各種マスコミも、その思い込みからいろいろ記事を発信しているが、ビント外れなものが多い。

今日の『日経』(2019.12.20日付)に「少子化対策 切れ目ない支援で」という文章が掲載されている。

投稿文であるが、字数が1000字くらいの比較的長い文章である。

『日経』の編集部も、書かれている趣旨に首肯できるということで掲載したのだろう。

現在の「標準的」な少子化対策がそこに書かれてあり、文章もよくまとまっているので、これを俎上に載せて論じてみたい。

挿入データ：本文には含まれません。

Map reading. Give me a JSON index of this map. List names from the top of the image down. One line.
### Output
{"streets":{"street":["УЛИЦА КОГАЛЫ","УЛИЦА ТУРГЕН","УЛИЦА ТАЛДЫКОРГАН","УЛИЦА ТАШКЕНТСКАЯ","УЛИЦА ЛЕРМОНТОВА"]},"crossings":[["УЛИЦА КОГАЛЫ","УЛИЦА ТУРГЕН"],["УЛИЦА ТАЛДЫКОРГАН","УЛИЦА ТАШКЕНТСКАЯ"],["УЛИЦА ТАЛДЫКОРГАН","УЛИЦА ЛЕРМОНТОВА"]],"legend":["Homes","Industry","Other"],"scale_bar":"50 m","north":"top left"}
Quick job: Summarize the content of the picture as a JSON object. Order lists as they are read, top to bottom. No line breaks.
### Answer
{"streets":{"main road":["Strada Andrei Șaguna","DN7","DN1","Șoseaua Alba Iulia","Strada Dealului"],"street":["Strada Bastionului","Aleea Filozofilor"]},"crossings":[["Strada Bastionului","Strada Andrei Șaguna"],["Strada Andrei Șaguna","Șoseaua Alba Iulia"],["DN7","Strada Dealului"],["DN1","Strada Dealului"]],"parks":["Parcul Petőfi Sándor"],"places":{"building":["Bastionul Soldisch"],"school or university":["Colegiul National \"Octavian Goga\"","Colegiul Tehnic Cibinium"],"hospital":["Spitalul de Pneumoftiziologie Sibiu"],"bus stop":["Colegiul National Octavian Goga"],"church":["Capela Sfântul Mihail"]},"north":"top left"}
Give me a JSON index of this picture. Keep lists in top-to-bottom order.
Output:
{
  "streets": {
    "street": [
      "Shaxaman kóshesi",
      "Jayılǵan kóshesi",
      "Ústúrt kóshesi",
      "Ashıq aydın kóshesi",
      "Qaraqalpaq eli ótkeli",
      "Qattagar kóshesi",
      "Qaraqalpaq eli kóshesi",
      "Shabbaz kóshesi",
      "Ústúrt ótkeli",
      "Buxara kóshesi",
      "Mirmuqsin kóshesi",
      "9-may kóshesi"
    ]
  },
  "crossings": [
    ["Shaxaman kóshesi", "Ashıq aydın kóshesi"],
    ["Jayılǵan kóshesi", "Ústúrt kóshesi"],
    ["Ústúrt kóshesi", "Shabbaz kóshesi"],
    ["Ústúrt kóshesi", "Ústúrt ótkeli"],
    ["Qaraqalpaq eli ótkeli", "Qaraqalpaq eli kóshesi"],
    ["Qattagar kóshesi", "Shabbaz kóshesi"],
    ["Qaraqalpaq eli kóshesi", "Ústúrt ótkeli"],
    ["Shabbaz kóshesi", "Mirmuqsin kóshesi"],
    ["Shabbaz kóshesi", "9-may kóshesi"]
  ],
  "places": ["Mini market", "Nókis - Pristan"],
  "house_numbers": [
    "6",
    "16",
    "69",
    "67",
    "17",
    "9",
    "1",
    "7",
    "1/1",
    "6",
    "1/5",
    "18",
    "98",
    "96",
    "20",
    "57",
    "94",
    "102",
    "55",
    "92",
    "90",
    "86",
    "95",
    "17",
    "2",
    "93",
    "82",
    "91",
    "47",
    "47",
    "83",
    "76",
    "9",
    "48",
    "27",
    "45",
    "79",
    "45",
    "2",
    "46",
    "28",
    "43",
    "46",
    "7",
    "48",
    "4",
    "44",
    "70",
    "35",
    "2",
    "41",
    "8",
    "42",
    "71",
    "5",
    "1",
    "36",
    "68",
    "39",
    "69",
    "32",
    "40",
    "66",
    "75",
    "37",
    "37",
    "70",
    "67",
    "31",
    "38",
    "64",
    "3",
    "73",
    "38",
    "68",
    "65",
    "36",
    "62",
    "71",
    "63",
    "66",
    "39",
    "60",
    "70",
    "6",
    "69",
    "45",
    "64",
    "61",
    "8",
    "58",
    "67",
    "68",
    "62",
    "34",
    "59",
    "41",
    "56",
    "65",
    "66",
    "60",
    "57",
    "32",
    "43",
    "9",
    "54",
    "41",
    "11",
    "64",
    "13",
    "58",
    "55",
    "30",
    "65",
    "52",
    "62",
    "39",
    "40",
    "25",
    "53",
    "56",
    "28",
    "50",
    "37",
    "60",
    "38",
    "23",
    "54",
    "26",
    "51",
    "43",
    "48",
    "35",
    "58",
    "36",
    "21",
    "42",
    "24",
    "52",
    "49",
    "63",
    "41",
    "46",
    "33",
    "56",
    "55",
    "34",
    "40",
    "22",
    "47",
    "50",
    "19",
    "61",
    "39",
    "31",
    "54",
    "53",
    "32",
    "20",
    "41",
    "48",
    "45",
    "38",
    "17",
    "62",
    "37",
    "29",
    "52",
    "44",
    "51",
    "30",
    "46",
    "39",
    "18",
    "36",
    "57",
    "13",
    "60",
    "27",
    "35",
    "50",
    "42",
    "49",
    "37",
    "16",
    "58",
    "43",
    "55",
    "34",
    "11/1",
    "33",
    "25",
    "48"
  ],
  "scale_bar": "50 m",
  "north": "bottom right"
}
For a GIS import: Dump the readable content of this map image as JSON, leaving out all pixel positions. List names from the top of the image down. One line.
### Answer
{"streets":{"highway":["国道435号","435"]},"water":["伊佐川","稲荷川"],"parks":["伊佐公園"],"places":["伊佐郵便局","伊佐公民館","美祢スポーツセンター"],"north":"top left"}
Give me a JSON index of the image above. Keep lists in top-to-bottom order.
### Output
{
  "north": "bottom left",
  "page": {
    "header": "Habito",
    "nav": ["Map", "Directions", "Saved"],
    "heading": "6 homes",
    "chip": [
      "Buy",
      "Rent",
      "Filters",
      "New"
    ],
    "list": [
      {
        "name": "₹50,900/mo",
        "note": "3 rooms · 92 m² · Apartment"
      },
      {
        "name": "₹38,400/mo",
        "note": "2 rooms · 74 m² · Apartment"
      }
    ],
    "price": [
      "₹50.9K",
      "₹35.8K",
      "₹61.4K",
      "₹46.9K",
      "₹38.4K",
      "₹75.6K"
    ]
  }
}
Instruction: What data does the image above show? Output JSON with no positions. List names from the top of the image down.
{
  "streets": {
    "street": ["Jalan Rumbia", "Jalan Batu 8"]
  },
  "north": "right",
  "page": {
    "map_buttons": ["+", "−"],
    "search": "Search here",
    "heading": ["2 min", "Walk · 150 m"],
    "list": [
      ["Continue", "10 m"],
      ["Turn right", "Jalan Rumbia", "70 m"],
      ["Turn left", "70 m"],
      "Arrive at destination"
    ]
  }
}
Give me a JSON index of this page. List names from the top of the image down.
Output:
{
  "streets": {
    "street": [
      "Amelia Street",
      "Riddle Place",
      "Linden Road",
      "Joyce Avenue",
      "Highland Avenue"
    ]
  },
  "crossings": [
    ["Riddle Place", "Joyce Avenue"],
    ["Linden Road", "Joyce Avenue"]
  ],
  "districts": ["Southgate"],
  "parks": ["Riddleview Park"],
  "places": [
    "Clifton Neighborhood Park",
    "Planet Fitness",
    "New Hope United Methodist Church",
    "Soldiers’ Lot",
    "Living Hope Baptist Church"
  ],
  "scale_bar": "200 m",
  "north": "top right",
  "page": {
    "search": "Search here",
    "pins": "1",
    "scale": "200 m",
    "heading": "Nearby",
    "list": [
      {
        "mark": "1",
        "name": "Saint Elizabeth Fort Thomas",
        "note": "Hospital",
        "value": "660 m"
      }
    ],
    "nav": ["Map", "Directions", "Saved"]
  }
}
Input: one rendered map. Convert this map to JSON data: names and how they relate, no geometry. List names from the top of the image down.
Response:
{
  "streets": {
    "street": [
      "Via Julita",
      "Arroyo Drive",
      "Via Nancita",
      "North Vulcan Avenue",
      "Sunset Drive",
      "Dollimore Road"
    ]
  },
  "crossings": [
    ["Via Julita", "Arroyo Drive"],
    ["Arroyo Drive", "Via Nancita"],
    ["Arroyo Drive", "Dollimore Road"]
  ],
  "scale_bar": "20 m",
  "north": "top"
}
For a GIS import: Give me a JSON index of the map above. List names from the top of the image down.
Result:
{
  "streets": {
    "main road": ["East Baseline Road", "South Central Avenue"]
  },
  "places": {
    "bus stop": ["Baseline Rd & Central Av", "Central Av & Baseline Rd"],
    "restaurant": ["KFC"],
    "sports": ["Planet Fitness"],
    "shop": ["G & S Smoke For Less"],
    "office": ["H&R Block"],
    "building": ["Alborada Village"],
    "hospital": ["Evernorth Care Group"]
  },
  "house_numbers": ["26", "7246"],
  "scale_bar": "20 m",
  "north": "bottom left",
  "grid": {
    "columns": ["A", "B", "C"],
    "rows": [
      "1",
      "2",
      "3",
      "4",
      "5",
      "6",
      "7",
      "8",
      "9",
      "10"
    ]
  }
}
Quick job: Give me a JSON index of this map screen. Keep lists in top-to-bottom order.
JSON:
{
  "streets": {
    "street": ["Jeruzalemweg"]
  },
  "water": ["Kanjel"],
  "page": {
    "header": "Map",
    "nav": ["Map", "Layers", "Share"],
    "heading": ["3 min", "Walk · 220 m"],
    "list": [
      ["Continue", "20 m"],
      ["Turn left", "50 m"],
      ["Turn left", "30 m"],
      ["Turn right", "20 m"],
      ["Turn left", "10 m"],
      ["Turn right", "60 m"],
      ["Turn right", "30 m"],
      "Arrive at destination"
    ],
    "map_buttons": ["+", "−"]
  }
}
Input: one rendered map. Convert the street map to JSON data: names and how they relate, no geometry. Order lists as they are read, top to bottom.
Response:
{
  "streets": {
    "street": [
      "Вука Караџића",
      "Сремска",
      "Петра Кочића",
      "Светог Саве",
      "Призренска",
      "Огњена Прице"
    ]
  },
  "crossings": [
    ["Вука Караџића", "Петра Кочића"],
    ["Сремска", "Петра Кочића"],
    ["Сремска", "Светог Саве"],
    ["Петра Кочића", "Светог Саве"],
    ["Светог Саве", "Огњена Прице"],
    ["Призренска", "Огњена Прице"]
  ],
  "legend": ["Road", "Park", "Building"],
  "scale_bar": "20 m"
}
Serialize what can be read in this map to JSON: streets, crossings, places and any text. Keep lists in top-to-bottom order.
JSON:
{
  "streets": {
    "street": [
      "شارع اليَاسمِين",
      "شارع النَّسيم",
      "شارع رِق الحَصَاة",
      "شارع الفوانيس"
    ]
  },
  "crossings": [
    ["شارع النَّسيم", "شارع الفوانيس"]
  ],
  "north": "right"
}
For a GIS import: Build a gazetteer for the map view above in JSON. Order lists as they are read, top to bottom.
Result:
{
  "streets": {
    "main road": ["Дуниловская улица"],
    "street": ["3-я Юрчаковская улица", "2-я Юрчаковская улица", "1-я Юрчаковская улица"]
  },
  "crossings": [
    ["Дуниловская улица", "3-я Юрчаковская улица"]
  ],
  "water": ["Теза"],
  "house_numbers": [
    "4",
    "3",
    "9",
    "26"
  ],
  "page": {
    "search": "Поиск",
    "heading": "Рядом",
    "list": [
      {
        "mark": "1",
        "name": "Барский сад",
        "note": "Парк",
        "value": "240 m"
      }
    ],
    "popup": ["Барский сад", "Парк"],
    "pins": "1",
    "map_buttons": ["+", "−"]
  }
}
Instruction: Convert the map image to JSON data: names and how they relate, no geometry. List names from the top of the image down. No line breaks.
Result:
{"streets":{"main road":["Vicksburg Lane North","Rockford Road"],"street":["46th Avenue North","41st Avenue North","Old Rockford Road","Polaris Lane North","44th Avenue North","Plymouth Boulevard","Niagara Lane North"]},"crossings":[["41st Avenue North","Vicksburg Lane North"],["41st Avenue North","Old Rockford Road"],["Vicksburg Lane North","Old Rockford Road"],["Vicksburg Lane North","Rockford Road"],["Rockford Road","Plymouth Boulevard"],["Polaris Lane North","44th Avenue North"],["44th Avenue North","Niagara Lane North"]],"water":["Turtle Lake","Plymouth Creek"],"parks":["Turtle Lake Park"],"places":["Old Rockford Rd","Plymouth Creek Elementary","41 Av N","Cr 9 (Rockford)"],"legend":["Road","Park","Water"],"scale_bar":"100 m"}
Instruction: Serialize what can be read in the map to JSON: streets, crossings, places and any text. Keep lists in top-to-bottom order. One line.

ある大学の看護学部長の職にある方の文章であるが、簡単にまとめると

母子の悩みや課題を取り除く環境づくり
②母子保健法が改正され、支援センターの設置が自治体の努力義務となった
③支援センターの取り組みの中から、「優しさが循環する地域づくり」につながる

といった内容のものである。

ただ「少子化対策」のためには、母子の悩みや課題対策ではなく、まず「未婚率」を下げる対策を考えなければならない。

無題

ちなみに、1980年代以降未婚率が上昇し始めて、2015年には35.0%と30代の男性の3人に1人が独身である。

30代女性の未婚率も上昇したが、2015年統計では23.9%である。

男女のパーセントの数字が大きく乖離している。

この理由を分析する必要があるが、これは1980年代以降、出会い、結婚までの場面が「自由競争市場」になっているからである。

要するに出会いから結婚までを、自分たちの力で成し遂げなければいけなくなったのである。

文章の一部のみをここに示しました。